PROBLEM —
Identify and pull out each line of the entries in which "style" occurs.

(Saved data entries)
=== Begin Enclosure ===

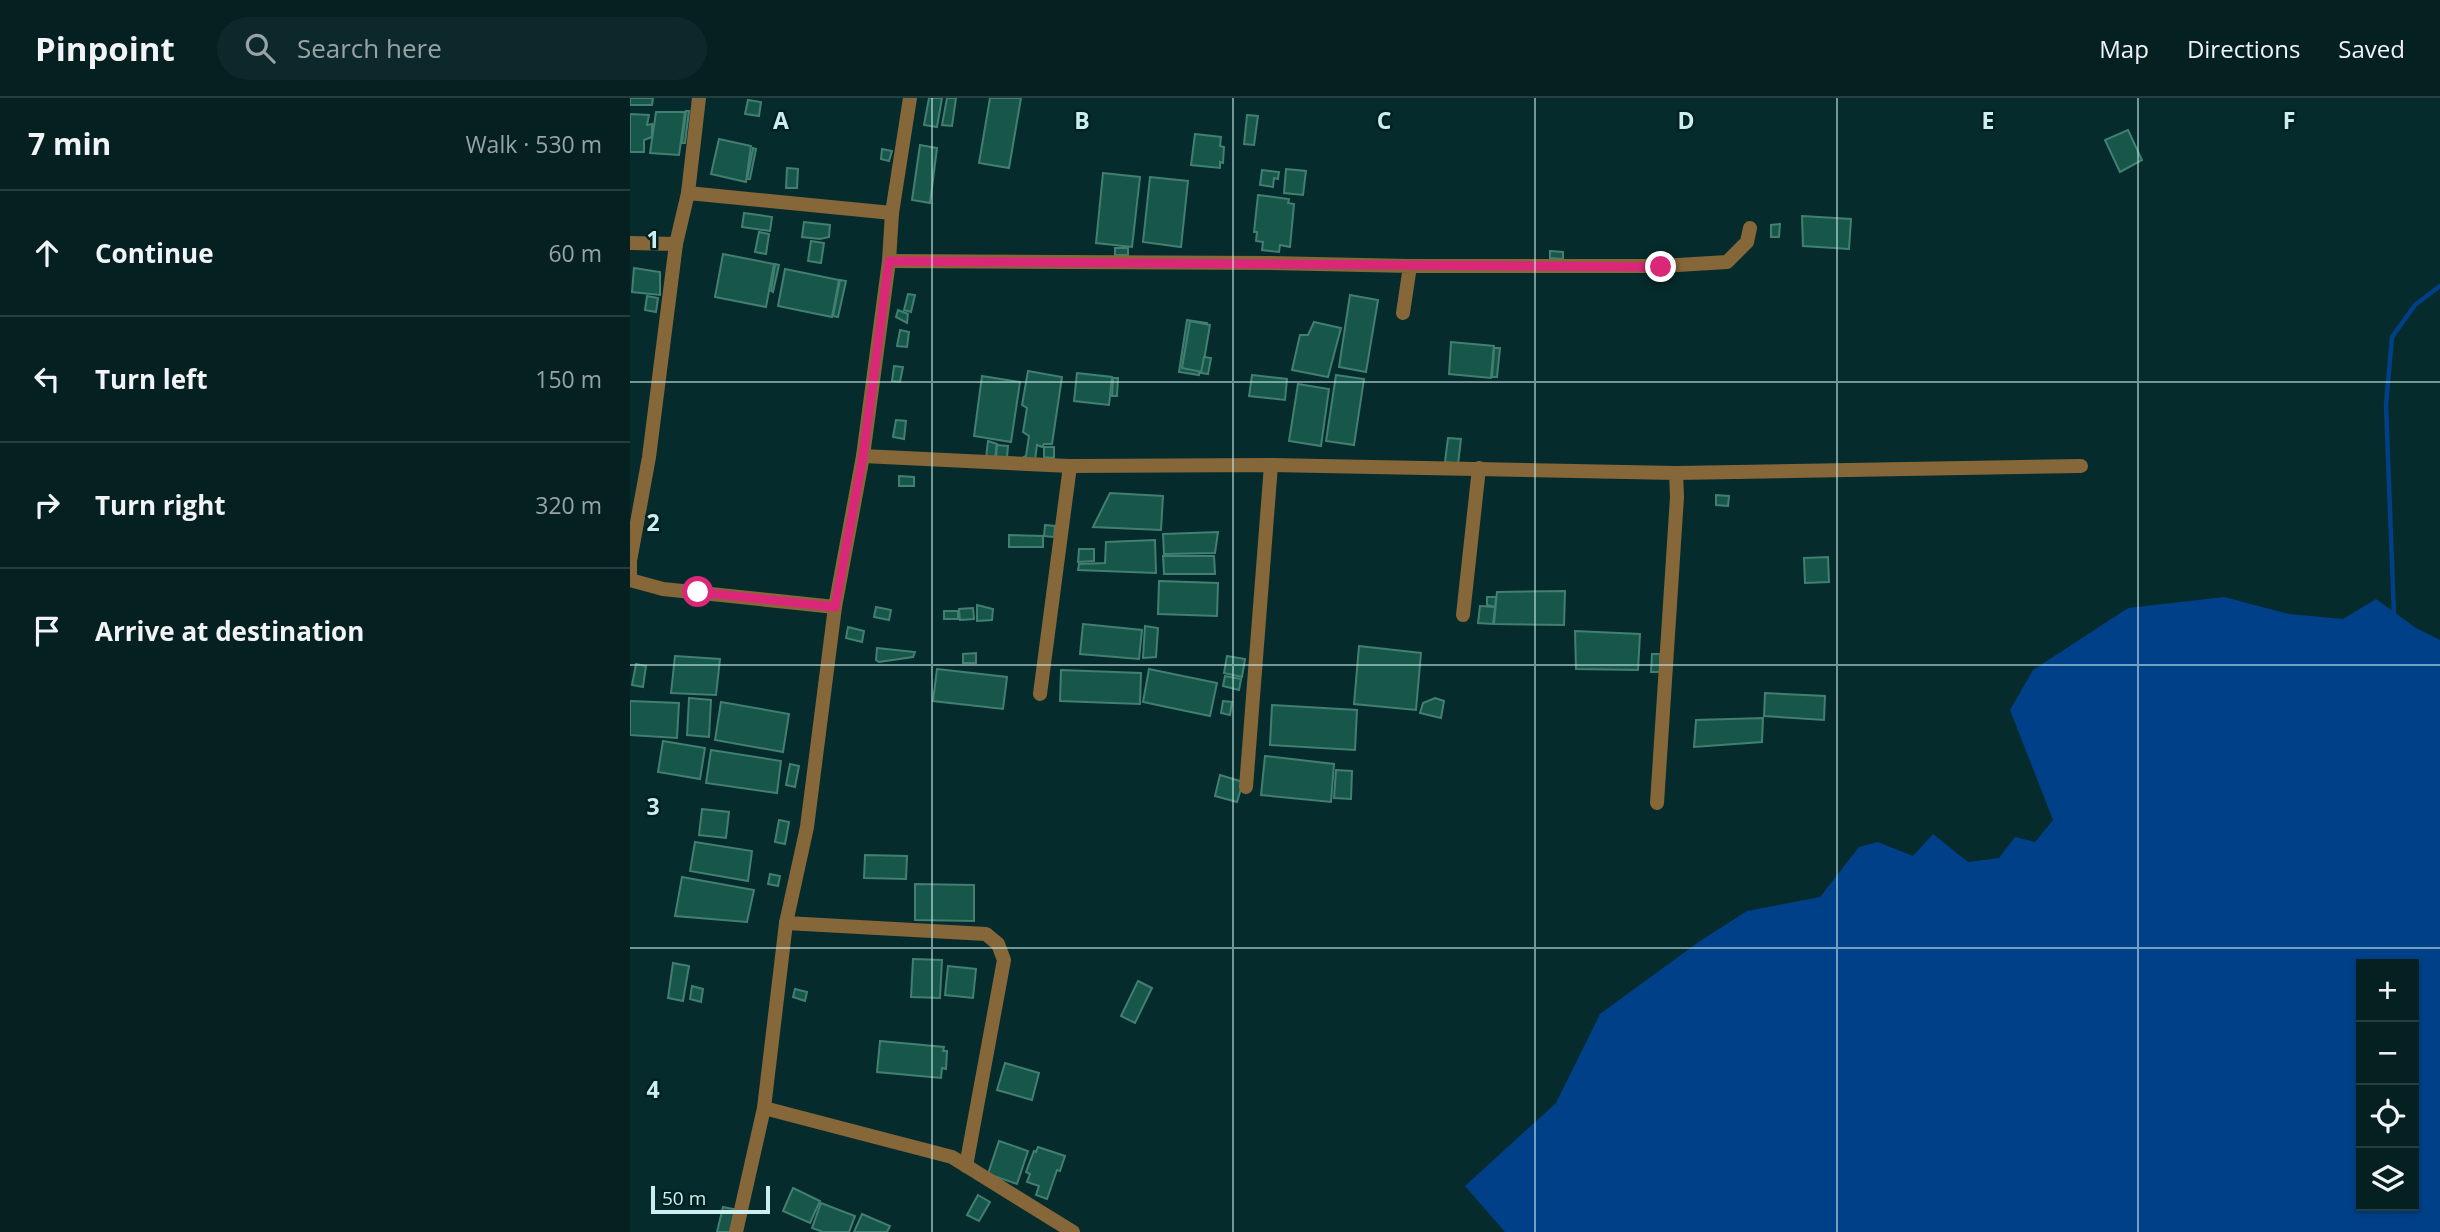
<!DOCTYPE html>
<meta charset="utf-8">
<style>
body{margin:0;font-family:"Open Sans",sans-serif;background:#0d282a;color:#f1f3f6}
.controls{position:absolute;right:21px;bottom:21px;display:grid;overflow:hidden;border-radius:0px;box-shadow:0 2px 5px #0004}
.controls button{width:63px;height:63px;display:grid;place-items:center;padding:0;border:0;border-bottom:2px solid #253e3f;background:#042021;color:#f1f3f6;font:35px sans-serif}
.scale{position:absolute;left:21px;bottom:18px;width:119px;box-sizing:border-box;padding-left:7px;border:4px solid #cdeeee;border-top:0;font-size:19px;line-height:24px;white-space:nowrap;color:#cdeeee;-webkit-text-stroke:5px #002122;paint-order:stroke}
.stop{position:absolute;width:21px;height:21px;margin:-16px;border:5px solid #db2777;border-radius:50%;background:#fff}
.stop.end{background:#db2777;border-color:#fff;box-shadow:0 2px 7px #0008}
.list{margin:0;padding:0;list-style:none}
h2{display:flex;justify-content:space-between;align-items:center;height:91px;margin:0;padding:0 28px;font-size:30px}
h2 small{font-size:23px;font-weight:400;color:#97a3a5}
.list li{display:grid;grid-template-columns:46px 1fr auto;gap:21px;align-items:center;box-sizing:border-box;height:126px;padding:0 28px;border-top:2px solid #253e3f}
.list b{display:block;font-size:26px;white-space:nowrap}
.list em{font-size:23px;font-style:normal;color:#97a3a5}
.icon{flex:none;width:38px;height:38px;fill:none;stroke:currentColor;stroke-width:2;stroke-linecap:round;stroke-linejoin:round}
.map{position:relative;flex:none;width:1810px;height:1134px;overflow:hidden}
header{display:flex;align-items:center;gap:42px;box-sizing:border-box;height:98px;padding:0 35px;background:#042021;border-bottom:2px solid #253e3f}
header strong{font-size:33px}
nav{display:flex;gap:38px;margin-inline-start:auto;font-size:24px}
.search{width:490px;height:63px;background:#0d282a;display:flex;align-items:center;gap:18px;box-sizing:border-box;padding:0 24px;border-radius:38px;color:#97a3a5;font-size:26px}
main{display:flex}
aside{flex:1;background:#042021}
.map>svg:first-child{display:block}
.water{fill:#004088;fill-rule:evenodd}
.lines{fill:none;stroke-linecap:round;stroke-linejoin:round}
.stream{stroke:#004088;stroke-width:4.5}
.building{fill:#16574a;stroke:#427f70;stroke-width:2}
.minor{stroke:#866739;stroke-width:14}
.route{stroke:#db2777;stroke-width:9}
.grid{fill:none;stroke:#cdeeee;stroke-width:2;stroke-opacity:0.55}
.grid-label{font-size:23px;text-anchor:middle;font-weight:bold;fill:#cdeeee;stroke:#002122;stroke-width:5;stroke-linejoin:round;paint-order:stroke}
</style>
<header>
<strong>Pinpoint</strong>
<div class="search"><svg class="icon" aria-label="search" viewBox="0 0 24 24"><circle cx="10" cy="10" r="6"/><path d="M15 15l6 6"/></svg>Search here</div>
<nav><a>Map</a><a>Directions</a><a>Saved</a></nav>
</header>
<main>
<aside>
<h2>7 min<small>Walk · 530 m</small></h2>
<ul class="list">
<li><svg class="icon" aria-label="ahead" viewBox="0 0 24 24"><path d="M12 20V5M6 11l6-6 6 6"/></svg><div><b>Continue</b></div><em>60 m</em></li>
<li><svg class="icon" aria-label="left" viewBox="0 0 24 24"><path d="M17 20v-9H6M10 6l-5 5 5 5"/></svg><div><b>Turn left</b></div><em>150 m</em></li>
<li><svg class="icon" aria-label="right" viewBox="0 0 24 24"><path d="M7 20v-9h11M14 6l5 5-5 5"/></svg><div><b>Turn right</b></div><em>320 m</em></li>
<li><svg class="icon" aria-label="arrive" viewBox="0 0 24 24"><path d="M6 21V4h12l-3 4 3 4H6"/></svg><div><b>Arrive at destination</b></div></li>
</ul>
</aside>
<div class="map">
<svg width="1810" height="1134" viewBox="0 0 1810 1134">
<rect width="100%" height="100%" fill="#062b2c"/>
<!-- water -->
<path class="water" d="M 1594,499 L 1659,516 L 1713,521 L 1746,501 L 1786,530 L 1810,542 L 1810,1134 L 875,1134 L 835,1088 L 926,1005 L 970,916 L 1070,843 L 1117,813 L 1190,799 L 1229,749 L 1248,744 L 1283,758 L 1303,736 L 1338,764 L 1369,760 L 1385,739 L 1405,744 L 1423,722 L 1380,612 L 1403,572 L 1498,510 ZM 1731,866 L 1784,866 L 1784,1108 L 1731,1108 Z"/>
<g class="lines">
<!-- stream -->
<polyline class="stream" points="1764,517 1756,307 1762,239 1785,207 1810,188"/>
</g>
<!-- building -->
<g class="building">
<polygon points="0,0 23,0 22,7 0,7"/>
<polygon points="299,0 312,0 307,29 294,27"/>
<polygon points="317,0 326,0 322,28 312,27"/>
<polygon points="360,0 391,0 379,70 349,65"/>
<polygon points="118,2 131,4 129,18 115,16"/>
<polygon points="56,13 59,13 55,45 52,45"/>
<polygon points="26,14 55,14 49,57 20,55"/>
<polygon points="0,16 19,17 17,27 22,26 22,39 14,42 14,54 0,54"/>
<polygon points="617,17 628,18 624,47 614,46"/>
<polygon points="1498,32 1512,62 1490,74 1475,42"/>
<polygon points="565,36 591,39 590,48 594,49 593,65 590,64 590,70 561,67"/>
<polygon points="89,41 121,48 116,84 81,76"/>
<polygon points="290,47 307,50 300,105 282,102"/>
<polygon points="123,50 126,51 120,81 117,81"/>
<polygon points="252,51 262,53 259,63 251,61"/>
<polygon points="157,70 168,71 167,90 156,90"/>
<polygon points="656,71 676,73 673,97 654,95"/>
<polygon points="632,72 649,74 648,81 644,80 643,89 630,87"/>
<polygon points="473,75 510,79 502,149 466,145"/>
<polygon points="520,79 558,83 551,149 513,144"/>
<polygon points="628,97 659,101 658,105 664,106 660,149 650,147 649,154 632,152 633,144 626,143 627,134 624,134"/>
<polygon points="114,115 142,119 140,133 112,129"/>
<polygon points="1172,118 1221,121 1219,151 1173,148"/>
<polygon points="174,124 200,127 199,139 190,141 172,139"/>
<polygon points="1150,126 1149,139 1141,139 1141,127"/>
<polygon points="129,134 139,136 136,156 125,154"/>
<polygon points="181,143 194,145 191,165 178,163"/>
<rect x="485" y="150" width="13" height="7"/>
<polygon points="920,153 933,154 933,161 920,160"/>
<polygon points="93,156 144,166 136,209 85,199"/>
<polygon points="145,166 149,167 143,194 141,193"/>
<polygon points="4,170 30,174 30,197 2,194"/>
<polygon points="155,171 209,182 202,219 148,208"/>
<polygon points="210,182 216,183 208,219 203,218"/>
<polygon points="278,196 285,197 281,214 274,212"/>
<polygon points="720,197 748,202 736,274 709,269"/>
<polygon points="17,198 28,200 26,214 15,212"/>
<polygon points="268,212 278,216 277,225 266,219"/>
<polygon points="557,222 577,225 569,277 549,274"/>
<polygon points="560,223 580,227 572,274 552,270"/>
<polygon points="684,224 711,230 698,279 662,272 670,237 678,237"/>
<polygon points="270,232 279,234 277,249 267,248"/>
<polygon points="821,244 864,248 861,280 819,276"/>
<polygon points="864,250 870,250 867,279 862,279"/>
<polygon points="574,259 581,260 578,276 571,275"/>
<polygon points="264,268 273,269 270,284 262,283"/>
<polygon points="398,273 432,279 422,346 414,346 412,349 407,347 405,362 392,360 396,358 399,338 393,334 397,310 392,307"/>
<polygon points="447,275 482,279 479,307 444,303"/>
<polygon points="622,277 657,281 655,302 619,298"/>
<polygon points="706,277 734,281 724,347 696,343"/>
<polygon points="352,278 390,284 381,344 344,338"/>
<polygon points="483,280 488,280 487,298 482,298"/>
<polygon points="668,286 699,291 691,348 659,343"/>
<polygon points="266,322 276,323 274,341 263,339"/>
<polygon points="818,340 831,341 828,366 815,364"/>
<polygon points="358,343 367,346 365,360 356,360"/>
<polygon points="367,347 378,348 377,360 366,359"/>
<polygon points="414,349 424,349 424,360 414,359"/>
<polygon points="269,378 284,379 284,388 269,388"/>
<polygon points="480,395 533,398 531,432 463,429"/>
<polygon points="1086,397 1099,398 1098,408 1086,407"/>
<polygon points="415,427 425,428 424,439 414,438"/>
<polygon points="588,434 585,455 534,456 533,436"/>
<polygon points="379,437 413,438 413,449 379,449"/>
<polygon points="525,442 526,475 448,472 449,466 475,465 476,444"/>
<polygon points="449,451 464,451 464,463 448,464"/>
<polygon points="533,458 584,458 585,476 534,476"/>
<polygon points="1198,459 1199,484 1175,485 1174,460"/>
<polygon points="529,483 588,485 587,518 528,516"/>
<polygon points="935,493 934,527 864,526 867,494"/>
<polygon points="857,499 866,499 865,509 857,507"/>
<polygon points="347,507 363,511 362,522 347,523"/>
<polygon points="850,508 865,509 863,526 848,525"/>
<polygon points="246,509 261,512 259,522 244,519"/>
<polygon points="343,510 344,521 330,522 329,511"/>
<rect x="314" y="513" width="14" height="8"/>
<polygon points="453,526 512,532 509,561 450,556"/>
<polygon points="515,528 528,530 526,559 513,560"/>
<polygon points="218,529 234,533 232,544 216,540"/>
<polygon points="945,533 1010,536 1008,572 946,571"/>
<polygon points="729,548 791,555 786,612 724,606"/>
<polygon points="247,550 285,554 283,559 249,564 246,562"/>
<polygon points="346,555 346,565 333,565 333,556"/>
<polygon points="1022,556 1030,556 1030,574 1021,574"/>
<polygon points="45,558 90,561 86,597 41,595"/>
<polygon points="597,558 615,561 612,579 594,575"/>
<polygon points="6,566 16,568 13,589 2,587"/>
<polygon points="307,571 377,579 373,611 303,603"/>
<polygon points="519,571 587,585 580,618 513,604"/>
<polygon points="431,572 511,575 510,606 430,603"/>
<polygon points="595,578 611,581 609,592 593,588"/>
<polygon points="1135,595 1195,598 1194,622 1134,618"/>
<polygon points="59,600 81,602 79,639 57,637"/>
<polygon points="805,600 814,603 811,620 790,615 793,605"/>
<polygon points="0,603 49,605 47,640 0,637"/>
<polygon points="593,603 602,604 600,617 591,615"/>
<polygon points="91,604 159,616 153,654 85,642"/>
<polygon points="642,607 727,612 725,652 640,647"/>
<polygon points="1133,620 1132,644 1064,649 1066,622"/>
<polygon points="33,643 75,650 70,681 28,674"/>
<polygon points="81,652 151,663 147,695 76,685"/>
<polygon points="635,658 704,666 701,704 631,697"/>
<polygon points="160,666 169,668 165,689 156,687"/>
<polygon points="706,672 722,673 721,701 704,700"/>
<polygon points="590,677 613,684 607,704 585,698"/>
<polygon points="72,711 99,714 96,740 69,737"/>
<polygon points="149,722 159,724 155,746 145,744"/>
<polygon points="65,744 122,753 118,783 60,773"/>
<polygon points="235,757 277,758 276,781 234,780"/>
<polygon points="140,776 150,778 148,788 138,786"/>
<polygon points="52,779 124,792 117,824 45,818"/>
<polygon points="285,786 344,787 344,823 285,822"/>
<polygon points="283,861 312,862 310,900 281,899"/>
<polygon points="43,865 59,868 53,903 38,900"/>
<polygon points="318,868 346,871 343,900 315,897"/>
<polygon points="508,883 522,890 505,925 491,918"/>
<polygon points="62,888 73,891 71,904 60,901"/>
<polygon points="165,891 177,894 175,903 163,899"/>
<polygon points="250,943 314,949 313,953 317,953 316,971 312,970 311,980 247,974"/>
<polygon points="375,965 409,975 402,1002 367,992"/>
<polygon points="369,1043 398,1053 387,1086 358,1076"/>
<polygon points="408,1049 435,1058 430,1073 427,1072 417,1101 406,1097 409,1088 397,1084 400,1076 396,1074 404,1053 406,1054"/>
<polygon points="163,1090 190,1103 180,1125 153,1113"/>
<polygon points="348,1097 360,1104 349,1123 337,1117"/>
<polygon points="191,1105 225,1118 219,1134 193,1134 182,1130"/>
<polygon points="93,1109 108,1112 102,1134 87,1134"/>
<polygon points="232,1116 260,1128 257,1134 224,1134"/>
</g>
<g class="lines">
<!-- minor -->
<g class="minor">
<polyline points="69,0 58,95 46,146 19,359 0,463 0,482 33,491 205,509"/>
<polyline points="58,95 262,115"/>
<polyline points="0,145 46,146"/>
<polyline points="259,163 640,165 780,168 773,215"/>
<polyline points="780,168 1031,168 1097,164 1117,144 1120,130"/>
<polyline points="233,358 440,368 641,367 616,689"/>
<polyline points="641,367 1046,375 1047,399 1027,705"/>
<polyline points="1046,375 1451,368"/>
<polyline points="833,517 849,370"/>
<polyline points="410,596 440,368"/>
<polyline points="156,825 356,836 368,846 374,862 336,1068"/>
<polyline points="134,1010 322,1059 443,1134"/>
<polyline points="106,1134 134,1010 156,825 177,729 205,509 233,358 259,163 262,115 280,0"/>
</g>
</g>
<g class="lines">
<!-- route -->
<polyline class="route" points="68,494 205,509 233,358 259,163 1031,169"/>
</g>
<!-- grid -->
<path class="grid" d="M 302,0 L 302,1134M 603,0 L 603,1134M 905,0 L 905,1134M 1207,0 L 1207,1134M 1508,0 L 1508,1134M 0,284 L 1810,284M 0,567 L 1810,567M 0,850 L 1810,850"/>
<g class="grid-label">
<text x="151" y="31">A</text>
<text x="452" y="31">B</text>
<text x="754" y="31">C</text>
<text x="1056" y="31">D</text>
<text x="1358" y="31">E</text>
<text x="1659" y="31">F</text>
<text x="23" y="150">1</text>
<text x="23" y="433">2</text>
<text x="23" y="717">3</text>
<text x="23" y="1000">4</text>
</g>
</svg>
<div class="controls">
<button>+</button>
<button>−</button>
<button><svg class="icon" aria-label="locate" viewBox="0 0 24 24"><circle cx="12" cy="12" r="6"/><path d="M12 2v4M12 18v4M2 12h4M18 12h4"/></svg></button>
<button><svg class="icon" aria-label="layers" viewBox="0 0 24 24"><path d="M12 4l9 5-9 5-9-5zM3 14l9 5 9-5"/></svg></button>
</div>
<div class="scale">50 m</div>
<div class="stop" style="left:68px;top:494px"></div>
<div class="stop end" style="left:1031px;top:169px"></div>
</div>
</main>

=== End Enclosure ===

FINISHED EXERCISE —
<style>
.list{margin:0;padding:0;list-style:none}
.list em{font-size:23px;font-style:normal;color:#97a3a5}
</style>
<div class="stop" style="left:68px;top:494px"></div>
<div class="stop end" style="left:1031px;top:169px"></div>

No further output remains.